Goal of the exercise ->
In the data below, find the line containing "font-size:16px; font-style:normal; color:var(--muted)", then set down that line and every later line up to and including the line containing "flex:none; width:28px; height:28px;", exactly.
___ Data for analysis
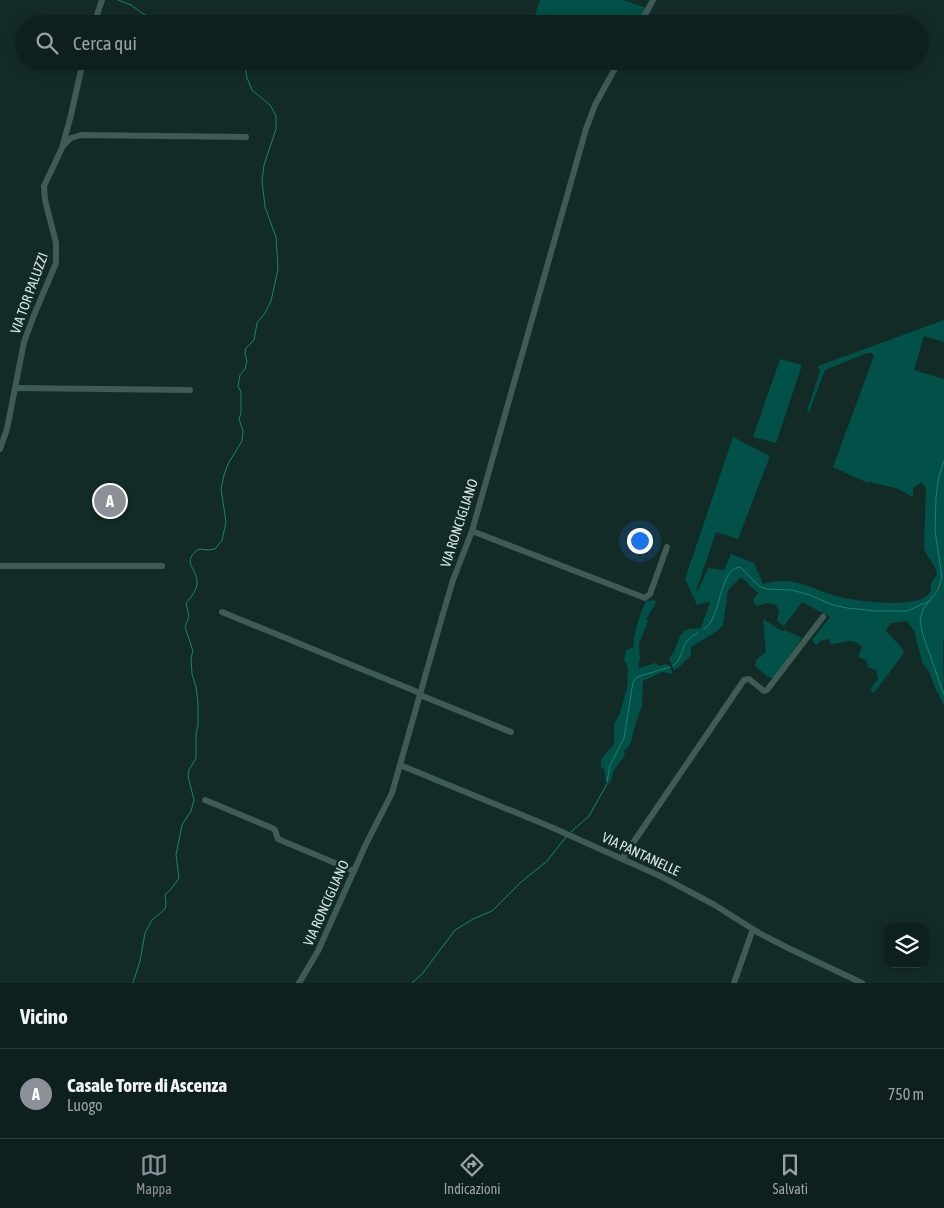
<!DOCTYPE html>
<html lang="it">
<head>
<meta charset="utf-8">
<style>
	:root { --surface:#0e201d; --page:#172826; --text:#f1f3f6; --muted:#9ba3a4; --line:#2e3e3b; --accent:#8c9099 }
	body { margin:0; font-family:"Asap Condensed",sans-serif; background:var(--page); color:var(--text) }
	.controls { position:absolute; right:15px; bottom:15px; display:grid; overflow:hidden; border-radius:10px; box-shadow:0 2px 12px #0003 }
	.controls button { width:45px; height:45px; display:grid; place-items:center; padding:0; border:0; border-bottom:1px solid var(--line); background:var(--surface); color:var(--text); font:25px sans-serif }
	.you { position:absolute; left:639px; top:540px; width:18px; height:18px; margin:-12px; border:4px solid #fff; border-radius:50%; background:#1a73e8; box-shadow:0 0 0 8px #1a73e833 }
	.badge { display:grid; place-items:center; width:32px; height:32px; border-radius:50%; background:var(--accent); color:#fff; font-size:16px; font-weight:700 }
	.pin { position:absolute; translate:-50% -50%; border:2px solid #fff; box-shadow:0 1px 5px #0006 }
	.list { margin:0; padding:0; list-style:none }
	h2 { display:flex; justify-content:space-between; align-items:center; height:65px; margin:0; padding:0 20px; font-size:21px }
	h2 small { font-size:16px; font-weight:400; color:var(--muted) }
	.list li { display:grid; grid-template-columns:32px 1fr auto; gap:15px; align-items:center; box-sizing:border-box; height:90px; padding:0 20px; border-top:1px solid var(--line) }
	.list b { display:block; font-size:19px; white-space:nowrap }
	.list p { margin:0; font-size:16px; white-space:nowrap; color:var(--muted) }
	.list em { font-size:16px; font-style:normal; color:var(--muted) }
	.icon { flex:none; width:28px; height:28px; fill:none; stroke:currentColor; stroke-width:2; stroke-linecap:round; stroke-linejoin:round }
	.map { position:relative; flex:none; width:944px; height:983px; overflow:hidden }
	.search { position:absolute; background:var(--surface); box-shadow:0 2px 12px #0003; left:15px; right:15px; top:15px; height:55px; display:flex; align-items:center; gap:12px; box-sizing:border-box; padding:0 18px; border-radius:28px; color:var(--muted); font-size:19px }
	.sheet { height:155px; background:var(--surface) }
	nav { display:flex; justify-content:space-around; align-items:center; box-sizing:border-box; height:70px; border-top:1px solid var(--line); background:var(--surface); font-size:14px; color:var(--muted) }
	nav a { display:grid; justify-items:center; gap:2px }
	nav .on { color:var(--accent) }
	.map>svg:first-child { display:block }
	.green { fill:#015148 }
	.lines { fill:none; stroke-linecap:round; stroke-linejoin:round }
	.stream { stroke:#168375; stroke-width:1 }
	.minor { stroke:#405a55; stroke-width:6 }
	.labels { text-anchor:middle; stroke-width:5; stroke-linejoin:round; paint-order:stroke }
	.street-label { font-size:14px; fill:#d8e7e4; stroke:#132b27 }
</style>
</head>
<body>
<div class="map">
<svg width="944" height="983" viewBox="0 0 944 983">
	<rect width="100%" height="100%" fill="#132b27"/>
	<g class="green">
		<path d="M540,0H623L646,8L637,24H532Z"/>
		<path d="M944,320V342L924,336L914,370L944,379V640L943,642L944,705L936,690L929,672L922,662L914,631L907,621L891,623L886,630C891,639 901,643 904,653L874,693L870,690L878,679L876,670L868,667C868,660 864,659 858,657L862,647C850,635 842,645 830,644L829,639L820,641L818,644H815L812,640L830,617L802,602L784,626L777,621L779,611L776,605L768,603L756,606L753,600L758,593L741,577L728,590L723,625L717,631L691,647V655L678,668L674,670L669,658C678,651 676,633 689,629C693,628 697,629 701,628L710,602L697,605L685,579L733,437L770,456L738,539L716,532L696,591H698L708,568L724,570L731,554L754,563L763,584C796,574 814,592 845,598C863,602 914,608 928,595C932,591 930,588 931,584C932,580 935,578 937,574C935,565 928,558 924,549L926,488L922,482L913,488V495L912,497L899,489L870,482L868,483L833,467L874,356L872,353H867L825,370L809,412L807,411L820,371L818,366Z"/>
		<path d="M780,359L802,365L776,443L753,437Z"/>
		<path d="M655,600L656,603L646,619L648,621L639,644L640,660L638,666L640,668L655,663L660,666L665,664L669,665L673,674L662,672L643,681L642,706L635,726L630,745L624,751L625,755L614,770L610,784L606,782L604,769L601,767V759L614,744V724L620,713L627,688L628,667L624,660L626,650L634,647C632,637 641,611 646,601Z"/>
		<path d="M763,619L782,631L785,630L802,638L774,678L768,677L755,666L757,659L766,652Z"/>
	</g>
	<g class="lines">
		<g class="stream">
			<path d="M118,0L131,5L145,15L165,22L189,24"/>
			<path d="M944,461L939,476L936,497L935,531L942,577L938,590L923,609L920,621L923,635L944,695"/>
			<path d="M704,629C722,619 718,569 740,567L759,586L767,589L791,590L807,594L833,605L847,608L876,611H907L930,601"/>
			<path d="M673,666C686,656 678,642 698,633"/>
			<path d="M607,782L610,765L624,738L633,682L637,677L670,667"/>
			<path d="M571,832L589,816L607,784"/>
			<path d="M133,983L140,961L145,933L152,920L165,909L166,903L165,895L171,889L179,878L176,855L182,825L191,811L194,800L188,776L189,770L196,758V734L198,725V703L196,687L192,674L191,658L193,651L185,627L189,616L186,603C191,597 198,589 197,581C196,567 181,562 199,549L208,550L215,549L222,540L226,522L221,489L224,475L228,464L242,441L243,431L239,419L241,413V392L238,386L240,375L245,369L247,362L245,353L246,348L254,340L257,323L265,313L271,301L278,269L276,237L265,207L262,181L264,165L276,129V116L270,105L252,90L247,78L244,61"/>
			<path d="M412,983L422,974L455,930L473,919L492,911L521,882L547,861L566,837"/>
		</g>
		<g class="minor">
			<path d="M94,24L102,0"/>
			<path d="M640,24L653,0"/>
			<path d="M64,145L71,138L81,135L246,137"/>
			<path d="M15,388L190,390"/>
			<path d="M0,449L7,429L24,342L34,315L56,263V243L45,200L44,186L62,148L71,115L83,61"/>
			<path d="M472,531L645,598L650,594L667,547"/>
			<path d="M0,566H162"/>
			<path d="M222,612L420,693"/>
			<path d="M420,695L511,732"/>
			<path d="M400,765L551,827L660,876L713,904L759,933L788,948L862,983"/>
			<path d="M205,800L272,828L275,830L278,839L354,871"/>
			<path d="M622,859L744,680L749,679L764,691L767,690L823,617"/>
			<path d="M299,983L318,951L366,844L392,793L438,631L453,580L472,531L586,129L595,105L619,61"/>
			<path d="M734,983L753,929"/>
		</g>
	</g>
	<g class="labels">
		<g class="street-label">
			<text transform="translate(29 293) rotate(-70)" y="5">VIA TOR PALUZZI</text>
			<text transform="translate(459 523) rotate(-72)" y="5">VIA RONCIGLIANO</text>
			<text transform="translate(641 854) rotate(25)" y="5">VIA PANTANELLE</text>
			<text transform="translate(326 903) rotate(-66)" y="5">VIA RONCIGLIANO</text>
		</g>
	</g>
</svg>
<div class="controls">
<button><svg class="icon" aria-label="layers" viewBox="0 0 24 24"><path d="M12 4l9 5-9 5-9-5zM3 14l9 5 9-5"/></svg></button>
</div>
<div class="you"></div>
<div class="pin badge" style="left:110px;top:501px">A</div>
<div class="search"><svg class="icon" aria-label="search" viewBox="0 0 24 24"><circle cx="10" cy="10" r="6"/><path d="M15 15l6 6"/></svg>Cerca qui</div>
</div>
<section class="sheet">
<h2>Vicino<small></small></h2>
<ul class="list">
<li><span class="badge">A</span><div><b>Casale Torre di Ascenza</b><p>Luogo</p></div><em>750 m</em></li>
</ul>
</section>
<nav>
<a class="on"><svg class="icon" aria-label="map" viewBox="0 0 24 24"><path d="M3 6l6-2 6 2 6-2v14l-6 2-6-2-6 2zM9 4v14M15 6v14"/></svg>Mappa</a>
<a><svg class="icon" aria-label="directions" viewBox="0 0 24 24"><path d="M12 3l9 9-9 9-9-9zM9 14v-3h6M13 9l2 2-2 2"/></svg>Indicazioni</a>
<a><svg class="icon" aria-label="saved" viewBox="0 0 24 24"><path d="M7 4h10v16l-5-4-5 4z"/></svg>Salvati</a>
</nav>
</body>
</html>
______
Final answer ->
	.list em { font-size:16px; font-style:normal; color:var(--muted) }
	.icon { flex:none; width:28px; height:28px; fill:none; stroke:currentColor; stroke-width:2; stroke-linecap:round; stroke-linejoin:round }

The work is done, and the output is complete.